McLeods of Condah

Marion McLeod (1893)

Marion Elizabeth McLeod was born at Condah, Victoria, Australia to Ruairidh and Bessie McLeod (nee Murchison) in 1893. Marion is a variation of Mary – as is Maryanne, the name of Ruairidh and Bessie’s first-born. Marion’s second name (Elizabeth) is of course after her mother, who was better known as “Bessie”. Maryanne died in 1900, when she was 16 and Marion was 7 years old.

Marion had one other older sister, Susan, who was born 5 years before Marion. She also had two older brothers. One was my father Norman, 7 years older than Marion. The other was her brother Donald, just 3 years older.

She also had three younger brothers. They were Malcolm (2 years younger), Roderick (5 years younger) and Charlie (8 years younger). There is little doubt that as they grew older, both Susan and Marion would have been partly responsible for the care of of those 3 younger brothers.

Susan married David Annett in 1914, when she was 26 years old. It was thirteen years later that Marion was wed to Roy Price. That wedding took place in 1927, when Marion was 34. The majority of girls married appreciably younger than that – for instance, the Victorian Year Book for 1927 shows that only 20% of those who married in that year were over 30. It’s likely that Marion had given up hope of ever marrying and even more likely that, in moments of exasperation, her younger brothers would have called her “Old Maid”. I think that because I know, to my shame, that my sister Norma’s more juvenile brothers at times called her “Old Maid” – and she was only 32 when she married.

I can clearly remember meeting my Aunt Marion only once, when I was about 11 years old. My brother Rex and I were spending the Xmas holidays with our Uncle Donnie McLeod at Knebsworth and one day he took us to visit his sister Marion. I recall that she had at some earlier time had a minor stroke as a result of which she had a slightly twisted mouth. I also remember the warm welcome, the Anzac biscuits, the milk tea and the hugs that she gave us.

Marion McLeod c 1960. (The little girl is her grandniece, Deidre Ann McLeod).

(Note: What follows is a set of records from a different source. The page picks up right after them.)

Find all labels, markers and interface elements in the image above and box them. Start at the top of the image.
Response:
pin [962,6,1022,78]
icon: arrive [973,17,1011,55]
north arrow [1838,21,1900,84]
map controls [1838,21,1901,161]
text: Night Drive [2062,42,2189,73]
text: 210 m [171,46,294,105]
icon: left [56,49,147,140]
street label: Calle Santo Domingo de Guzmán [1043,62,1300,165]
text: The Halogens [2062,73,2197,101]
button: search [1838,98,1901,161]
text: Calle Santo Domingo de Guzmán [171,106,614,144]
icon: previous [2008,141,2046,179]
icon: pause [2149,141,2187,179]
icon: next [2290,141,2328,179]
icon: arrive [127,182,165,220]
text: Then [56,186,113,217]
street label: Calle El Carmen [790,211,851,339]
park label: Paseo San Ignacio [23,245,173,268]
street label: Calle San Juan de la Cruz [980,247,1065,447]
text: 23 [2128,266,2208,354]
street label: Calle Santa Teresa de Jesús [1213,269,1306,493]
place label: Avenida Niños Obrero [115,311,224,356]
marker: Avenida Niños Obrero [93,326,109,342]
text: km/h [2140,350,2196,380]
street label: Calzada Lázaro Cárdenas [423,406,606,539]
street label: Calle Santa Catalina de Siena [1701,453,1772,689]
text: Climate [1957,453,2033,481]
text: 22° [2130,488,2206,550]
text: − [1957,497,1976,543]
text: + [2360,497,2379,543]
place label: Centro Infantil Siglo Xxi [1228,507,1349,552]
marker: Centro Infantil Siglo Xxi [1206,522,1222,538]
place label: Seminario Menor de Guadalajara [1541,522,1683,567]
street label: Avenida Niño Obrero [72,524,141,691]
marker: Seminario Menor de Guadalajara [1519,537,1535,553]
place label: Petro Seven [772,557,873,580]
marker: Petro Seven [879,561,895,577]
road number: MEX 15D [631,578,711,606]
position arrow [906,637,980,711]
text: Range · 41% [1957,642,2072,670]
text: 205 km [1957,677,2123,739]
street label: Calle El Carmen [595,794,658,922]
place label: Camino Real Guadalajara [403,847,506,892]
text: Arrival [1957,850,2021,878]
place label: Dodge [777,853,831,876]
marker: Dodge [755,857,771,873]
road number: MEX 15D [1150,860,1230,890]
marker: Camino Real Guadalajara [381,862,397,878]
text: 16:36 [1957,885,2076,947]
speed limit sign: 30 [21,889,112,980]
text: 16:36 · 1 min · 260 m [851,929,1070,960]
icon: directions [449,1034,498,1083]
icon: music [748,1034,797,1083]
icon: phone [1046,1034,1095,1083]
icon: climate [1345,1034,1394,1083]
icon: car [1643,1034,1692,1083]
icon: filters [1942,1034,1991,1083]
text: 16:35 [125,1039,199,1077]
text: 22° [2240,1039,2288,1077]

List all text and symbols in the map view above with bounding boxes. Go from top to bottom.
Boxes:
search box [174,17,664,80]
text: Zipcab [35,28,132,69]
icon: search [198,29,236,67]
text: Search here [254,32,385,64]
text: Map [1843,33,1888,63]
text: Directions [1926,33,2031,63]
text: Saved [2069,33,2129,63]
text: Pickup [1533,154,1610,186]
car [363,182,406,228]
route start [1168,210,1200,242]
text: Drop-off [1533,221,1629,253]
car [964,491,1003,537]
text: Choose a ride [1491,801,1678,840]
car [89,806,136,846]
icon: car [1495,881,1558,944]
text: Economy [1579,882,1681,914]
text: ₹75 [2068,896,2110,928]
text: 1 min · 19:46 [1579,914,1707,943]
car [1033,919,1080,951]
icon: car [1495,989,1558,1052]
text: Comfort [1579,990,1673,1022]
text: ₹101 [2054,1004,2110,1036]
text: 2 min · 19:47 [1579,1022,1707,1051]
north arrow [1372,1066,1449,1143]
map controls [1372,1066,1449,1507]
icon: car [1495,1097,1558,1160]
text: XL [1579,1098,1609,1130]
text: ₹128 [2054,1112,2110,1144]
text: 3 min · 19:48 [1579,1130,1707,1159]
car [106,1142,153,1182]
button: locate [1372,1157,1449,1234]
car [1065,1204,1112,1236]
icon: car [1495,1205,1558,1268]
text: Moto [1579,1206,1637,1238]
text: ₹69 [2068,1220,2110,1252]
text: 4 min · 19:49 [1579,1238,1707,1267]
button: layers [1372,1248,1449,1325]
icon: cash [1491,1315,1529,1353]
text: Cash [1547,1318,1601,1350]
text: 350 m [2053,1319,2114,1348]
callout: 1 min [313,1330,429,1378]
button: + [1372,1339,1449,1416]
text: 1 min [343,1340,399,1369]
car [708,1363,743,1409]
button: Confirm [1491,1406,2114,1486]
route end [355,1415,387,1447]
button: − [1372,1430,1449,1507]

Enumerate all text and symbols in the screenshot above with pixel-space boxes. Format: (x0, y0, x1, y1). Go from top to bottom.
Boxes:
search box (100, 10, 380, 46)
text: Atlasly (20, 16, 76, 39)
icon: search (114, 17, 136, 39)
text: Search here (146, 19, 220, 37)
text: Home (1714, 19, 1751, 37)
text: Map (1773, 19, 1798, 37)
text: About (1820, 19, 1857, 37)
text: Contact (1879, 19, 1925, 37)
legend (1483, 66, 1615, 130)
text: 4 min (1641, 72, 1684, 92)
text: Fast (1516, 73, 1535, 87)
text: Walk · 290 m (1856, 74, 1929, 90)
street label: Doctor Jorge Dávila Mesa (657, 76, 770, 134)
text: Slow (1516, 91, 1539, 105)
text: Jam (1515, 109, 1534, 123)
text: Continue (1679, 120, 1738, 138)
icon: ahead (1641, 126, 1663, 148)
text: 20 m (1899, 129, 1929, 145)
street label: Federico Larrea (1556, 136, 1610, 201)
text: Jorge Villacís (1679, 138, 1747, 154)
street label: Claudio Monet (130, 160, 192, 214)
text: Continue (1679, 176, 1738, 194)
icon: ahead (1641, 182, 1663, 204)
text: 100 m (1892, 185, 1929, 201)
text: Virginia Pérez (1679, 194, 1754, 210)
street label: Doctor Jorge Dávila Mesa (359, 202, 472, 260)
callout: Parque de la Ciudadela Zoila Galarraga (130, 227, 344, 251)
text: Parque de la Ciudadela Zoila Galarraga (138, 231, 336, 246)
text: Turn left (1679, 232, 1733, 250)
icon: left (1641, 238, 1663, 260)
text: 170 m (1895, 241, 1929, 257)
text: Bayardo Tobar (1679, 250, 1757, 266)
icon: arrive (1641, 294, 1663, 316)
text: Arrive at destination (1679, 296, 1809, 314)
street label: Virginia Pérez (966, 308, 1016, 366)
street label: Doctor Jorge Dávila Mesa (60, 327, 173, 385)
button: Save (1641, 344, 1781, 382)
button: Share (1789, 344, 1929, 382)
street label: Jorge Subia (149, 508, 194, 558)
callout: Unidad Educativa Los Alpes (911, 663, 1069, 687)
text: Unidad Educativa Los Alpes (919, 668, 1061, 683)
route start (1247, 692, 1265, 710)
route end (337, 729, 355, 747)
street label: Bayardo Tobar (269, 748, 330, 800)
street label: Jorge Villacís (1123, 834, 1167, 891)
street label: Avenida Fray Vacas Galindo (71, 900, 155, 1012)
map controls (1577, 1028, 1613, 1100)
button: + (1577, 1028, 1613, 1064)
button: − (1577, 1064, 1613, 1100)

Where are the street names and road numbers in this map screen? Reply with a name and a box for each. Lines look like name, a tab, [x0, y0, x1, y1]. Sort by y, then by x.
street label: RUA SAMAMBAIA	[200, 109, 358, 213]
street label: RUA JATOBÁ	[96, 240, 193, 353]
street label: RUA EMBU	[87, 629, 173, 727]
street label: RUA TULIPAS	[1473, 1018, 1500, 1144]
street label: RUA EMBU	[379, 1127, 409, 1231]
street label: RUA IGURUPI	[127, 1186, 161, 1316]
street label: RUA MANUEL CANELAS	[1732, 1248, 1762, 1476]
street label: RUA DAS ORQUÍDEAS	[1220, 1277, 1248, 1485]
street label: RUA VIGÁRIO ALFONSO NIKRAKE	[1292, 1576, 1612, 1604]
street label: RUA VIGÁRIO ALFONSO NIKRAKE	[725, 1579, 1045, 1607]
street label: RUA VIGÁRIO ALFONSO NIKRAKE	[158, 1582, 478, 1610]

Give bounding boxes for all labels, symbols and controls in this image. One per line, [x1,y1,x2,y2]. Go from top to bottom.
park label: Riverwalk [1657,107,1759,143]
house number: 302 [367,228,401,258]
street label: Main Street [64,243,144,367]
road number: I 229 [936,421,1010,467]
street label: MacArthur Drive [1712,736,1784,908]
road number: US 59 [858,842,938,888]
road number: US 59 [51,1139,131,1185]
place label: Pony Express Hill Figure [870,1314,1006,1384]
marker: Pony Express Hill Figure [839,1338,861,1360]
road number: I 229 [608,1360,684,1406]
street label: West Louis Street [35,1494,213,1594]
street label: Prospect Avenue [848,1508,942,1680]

My Aunt Marion reminds me of my eldest sister Norma May. They shared a certain awkwardness of manner and both had hearts of gold. They also both married “late”. But Norma had two children, Yvonne and David, both still living, whereas Marion had only one, named Cecil after his father. He died in 1928, the same year as he was born.

I don’t really remember ever meeting Aunt Marion’s husband, Uncle Roy. But I seem to recall that he had a rather swarthy complexion, so I must have met him on some occasion or occasions, probably before my parents moved to the Bunyip Hotel at Cavendish in 1935. I also have a strong feeling that he was a strict Methodist and a teetotaller. Certainly he and Aunt Marion never visited the McLeod family at the Bunyip. Roy died in 1972, three years after the death of his wife Marion.

To find out whether or not their son Cecil died at birth, I ordered his Death Certificate from Vic Birth Deaths and Marriages. It hasn’t yet arrived.

So as to establish the full extent of the tragedy that befell Marion, I was tempted to also obtain a copy of her and Cecil Roy’s Marriage Certificate in order to get a clue as to whether or not the birth was “planned”. If it were not, it could open up an interesting exchange of views on the prevalence of the conception of first-born before wedlock. My son Neil had made the following scholarly observation: The modern generation may well have no idea how commonly the absence of available, socially acceptable and effective contraception meant that a maturation in affections marked by sexual activity led rapidly to matrimony.

I finally decided that the particular matter was nobody’s business but that of the people involved and that it would be a betrayal of my good Aunt Marion for me to highlight anything that she had wished to keep secret. And in any case it didn’t matter. So I didn’t get a copy of her Marriage Certificate.